● Goal of the exercise
The copy you return should hold only the lines from the top of the data below through the line with "width:35px; border:2px solid", each duplicated exactly and with no pictures.

▽

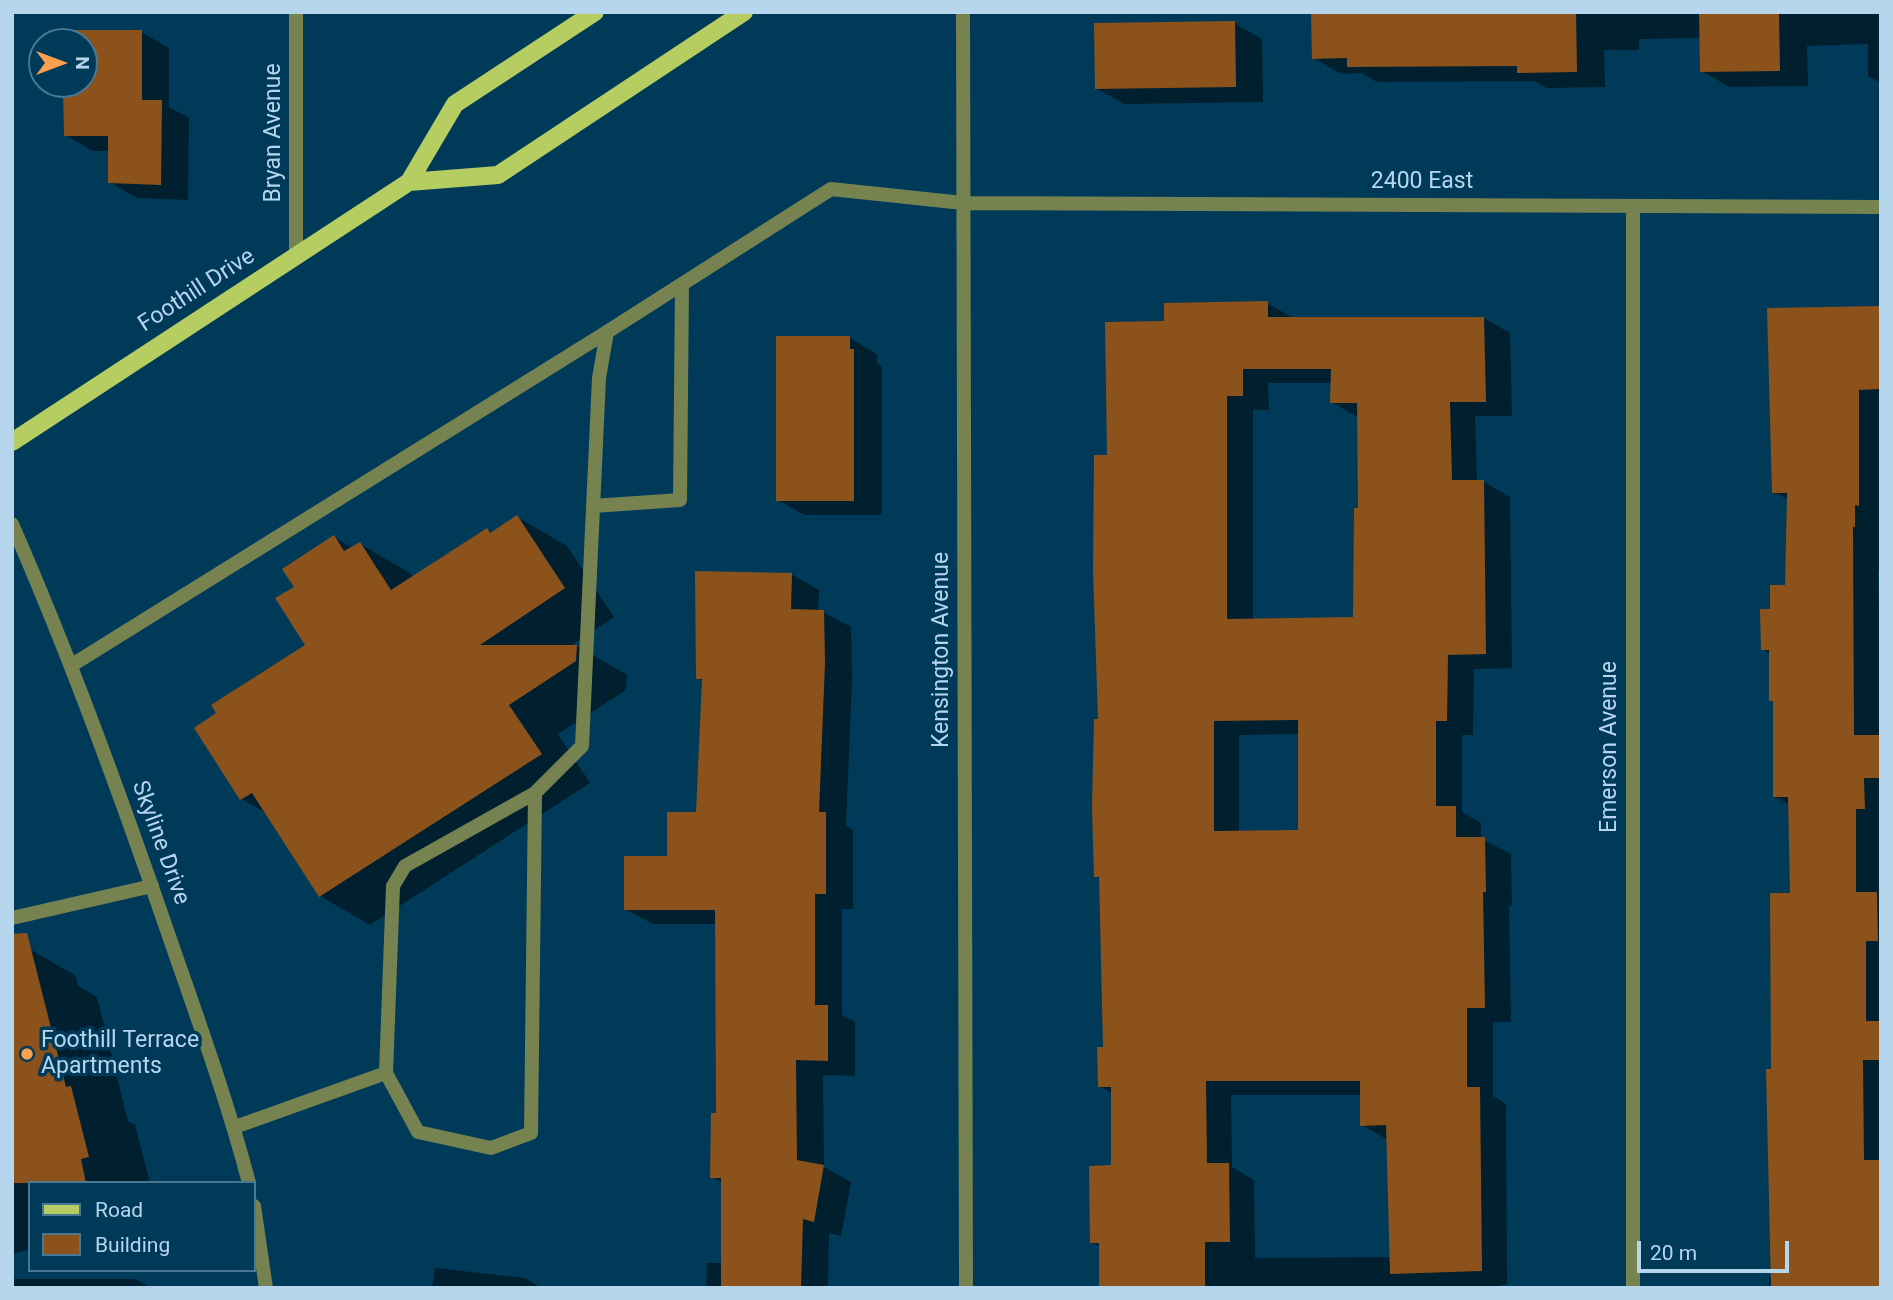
<!DOCTYPE html>
<html>
<head>
<meta charset="utf-8">
<style>
	body { margin:0 }
	#map { position:relative; width:1893px; height:1300px; overflow:hidden; background:#003a59; font-family:Roboto,sans-serif }
	canvas { display:block }
	.frame { position:absolute; inset:0; border:14px solid #b6d6ee; pointer-events:none }
	.legend { position:absolute; left:28px; top:1181px; width:228px; height:91px; box-sizing:border-box; background:#003a59; border:2px solid #497895; margin:0; padding:9px 12px; list-style:none; font-size:21px; color:#b6d6ee }
	.legend li { display:flex; align-items:center; gap:14px; height:35px }
	.legend b { width:35px; border:2px solid #497895 }
	.north { position:absolute; left:28px; top:28px; width:70px; height:70px; box-sizing:border-box; background:#003a59; border:2px solid #497895; border-radius:50%; rotate:90deg; font-size:19px; font-weight:700; line-height:28px; text-align:center; color:#b6d6ee }
	.north::after { content:''; display:block; margin:auto; width:24px; height:32px; background:#fa9f4e; clip-path:polygon(50% 0,100% 100%,50% 72%,0 100%) }
	.scale { position:absolute; left:1637px; top:1241px; width:152px; height:32px; box-sizing:border-box; border:4px solid #b6d6ee; border-top:0; padding-left:9px; font-size:21px; line-height:24px; white-space:nowrap; color:#b6d6ee; -webkit-text-stroke:5px #003a59; paint-order:stroke }
</style>
</head>
<body>
<div id="map">
<canvas width="1893" height="1300"></canvas>
<div class="frame"></div>
<ul class="legend">
<li><b style="height:9px;background:#b6ce61"></b>Road</li>
<li><b style="height:19px;background:#8c521b"></b>Building</li>
</ul>
<div class="north">N</div>
<div class="scale">20 m</div>
</div>
<script>
const ctx = document.querySelector('canvas').getContext('2d');
ctx.lineJoin = 'round';
function fill(path, color) { ctx.fillStyle = color; ctx.fill(path, 'evenodd'); }
function stroke(path, color, width, dash) { ctx.strokeStyle = color; ctx.lineWidth = width; ctx.lineCap = dash ? 'butt' : 'round'; ctx.setLineDash(dash || []); ctx.stroke(path); }
function write(font, color, halo, rows, align = 'center') {
  ctx.font = font + ' Roboto,sans-serif'; ctx.lineWidth = 7; ctx.setLineDash([]); ctx.textBaseline = 'middle'; ctx.strokeStyle = halo; ctx.fillStyle = color; for (const [text, x, y, turn = 0] of rows) {
    ctx.save(); ctx.translate(x, y); ctx.rotate((+turn || 0) * Math.PI / 180); ctx.textAlign = isNaN(turn) ? turn : align; if (halo) ctx.strokeText(text, 0, 0); ctx.fillText(text, 0, 0); ctx.restore();
  }
}
const shadow = new Path2D(`
	M1313 12H1881V83L1868 76V44L1807 46 1808 86 1729 87 1702 71 1701 38 1639 39V50H1604L1605 87 1547 88 1534 81 1377 82 1362 73 1341 74 1314 58Z
	M1234 23 1262 39 1263 102 1124 104 1096 88Z
	M141 32 169 48V107L189 118 188 200 137 198 109 182V151H93L65 135V84H84V42H65Z
	M1267 303 1293 318H1484L1510 333 1512 416H1475L1477 482H1484L1510 497 1512 668 1474 669 1473 735H1462V812L1481 823V839L1511 854 1512 906H1509L1511 1022H1493V1096L1506 1104 1507 1285H1500V1288H1100L1101 1247 1092 1242 1113 1167V1094L1100 1086 1105 1048 1101 879 1095 876 1109 457 1166 323ZM1268 383H1333L1332 402 1359 418 1360 510 1355 619 1253 621V410H1269ZM1299 734V832L1239 833V735ZM1231 1095H1362V1125L1388 1140 1391 1257 1255 1258 1254 1180 1232 1167Z
	M1881 308V570H1878L1881 736V1288H1769V1277H1773V1071L1792 895 1790 805 1774 796V703L1770 700V654L1763 649 1772 611 1787 586 1789 500 1774 492Z
	M850 338 877 354V364L882 366V515H805L777 500Z
	M517 517 567 546 614 617 570 646H577L627 675 626 690 558 734 590 783 370 925 320 896 268 814 242 799 307 645 296 587 334 537 353 548 360 544 410 573 413 578 487 530 492 533Z
	M791 574 819 590 818 612H823L851 627 852 680 846 826 853 830V909H842V1015L855 1022V1076L823 1075 824 1167 851 1182 841 1236 829 1233 828 1288H706L707 1263H723V1183L712 1177 717 1115V924H653L625 909 668 857 698 814 704 682 698 678Z
	M12 939 76 976 78 986 97 997 128 1121 135 1125 150 1183H30V1249L12 1254Z
	M435 1268 525 1278 542 1288H432Z
	M12 1279H135L151 1288H12Z`);
const building = new Path2D(`
	M1311 12H1576L1577 72 1517 73V66L1347 67V58L1312 59Z
	M1699 12H1779L1780 71 1700 72Z
	M1235 21 1236 87 1095 89 1094 23Z
	M63 30H142V100H162L161 185 108 183V136H64L63 84H84V42H63Z
	M1268 301V317H1484L1486 402H1450L1452 480H1484L1486 654 1448 655 1447 721H1436V806H1456V837H1485L1486 892H1483L1485 1008H1467V1087H1480L1482 1271 1390 1274 1386 1125 1360 1126V1081H1206L1207 1163H1229L1230 1242H1205V1288H1099V1243H1090L1089 1166 1111 1165V1087H1098L1097 1047H1103L1099 877H1094L1092 808 1094 719H1098L1093 571 1094 455H1107L1105 322 1164 321V303ZM1243 369H1331L1330 403H1357L1358 508H1354L1353 617 1227 619V396H1243ZM1298 720V830L1214 831V721Z
	M1881 306V389L1859 390V506L1855 505V527H1853L1854 735H1881V778H1864L1865 809H1856V892H1877L1878 941H1866V1021H1881V1060H1863L1864 1160H1881V1288H1771L1766 1069H1771L1770 893H1790L1788 797H1773V701H1769V650H1761L1760 609H1770V585H1785L1787 493H1772L1767 308Z
	M776 336H850V349H854V501H776Z
	M517 515 565 588 480 645H577L576 661 509 705 542 754 319 897 252 793 240 800 194 728 216 713 211 705 305 645 275 598 294 587 282 569 334 535 344 551 360 542 391 590 487 528 490 533Z
	M695 571 792 573 791 609 824 610 825 663 819 812H826V894H815V1005H828V1061L796 1060 797 1160 824 1165 814 1222 803 1219 801 1288H721V1178H710L711 1113H716L715 910H624V856H667V812H696L702 679H696Z
	M27 933 66 1087 71 1086 89 1157 81 1159 86 1183H12V934Z`);
const lane = new Path2D(`
	M593 506 680 500 682 284
	M72 665 607 332
	M12 918 152 886
	M386 1073 393 886 405 866 535 793
	M235 1127 386 1073 418 1132 491 1148 531 1133 535 793 582 746 599 378 607 332 831 189 963 203`);
const street = new Path2D(`
	M963 12 966 1288
	M963 203 1881 207
	M1633 206V1288
	M296 254V12
	M12 524C71 659 121 797 169 936 197 1017 227 1099 249 1183
	M254 1206 266 1288`);
const primary = new Path2D(`
	M409 182 498 175 744 12
	M12 442 409 182 455 104 595 12`);
const markers = [
	[27,1054,7,"#fa9f4e"]
];
const streetNames = [
	["Bryan Avenue",274,133,-90],
	["2400 East",1422,182],
	["Foothill Drive",197,291,-33],
	["Kensington Avenue",942,650,-90],
	["Emerson Avenue",1610,747,-90],
	["Skyline Drive",160,843,70]
];
const poiNames = [
	["Foothill Terrace",41,1041],
	["Apartments",41,1067]
];
fill(shadow, '#0007');
fill(building, '#8c521b');
stroke(lane, '#768250', 14);
stroke(street, '#768250', 14);
stroke(primary, '#b6ce61', 18);
for (const [x, y, r, color] of markers) { const dot = new Path2D(); dot.arc(x, y, r, 0, 2 * Math.PI); ctx.fillStyle = color; ctx.fill(dot); stroke(dot, '#003a59', 2.5); }
write('23px', '#b6d6ee', '#003a59', streetNames);
write('23px', '#b6d6ee', '#003a59', poiNames, 'left');
</script>
</body>
</html>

△

● Your solution
<!DOCTYPE html>
<html>
<head>
<meta charset="utf-8">
<style>
	body { margin:0 }
	#map { position:relative; width:1893px; height:1300px; overflow:hidden; background:#003a59; font-family:Roboto,sans-serif }
	canvas { display:block }
	.frame { position:absolute; inset:0; border:14px solid #b6d6ee; pointer-events:none }
	.legend { position:absolute; left:28px; top:1181px; width:228px; height:91px; box-sizing:border-box; background:#003a59; border:2px solid #497895; margin:0; padding:9px 12px; list-style:none; font-size:21px; color:#b6d6ee }
	.legend li { display:flex; align-items:center; gap:14px; height:35px }
	.legend b { width:35px; border:2px solid #497895 }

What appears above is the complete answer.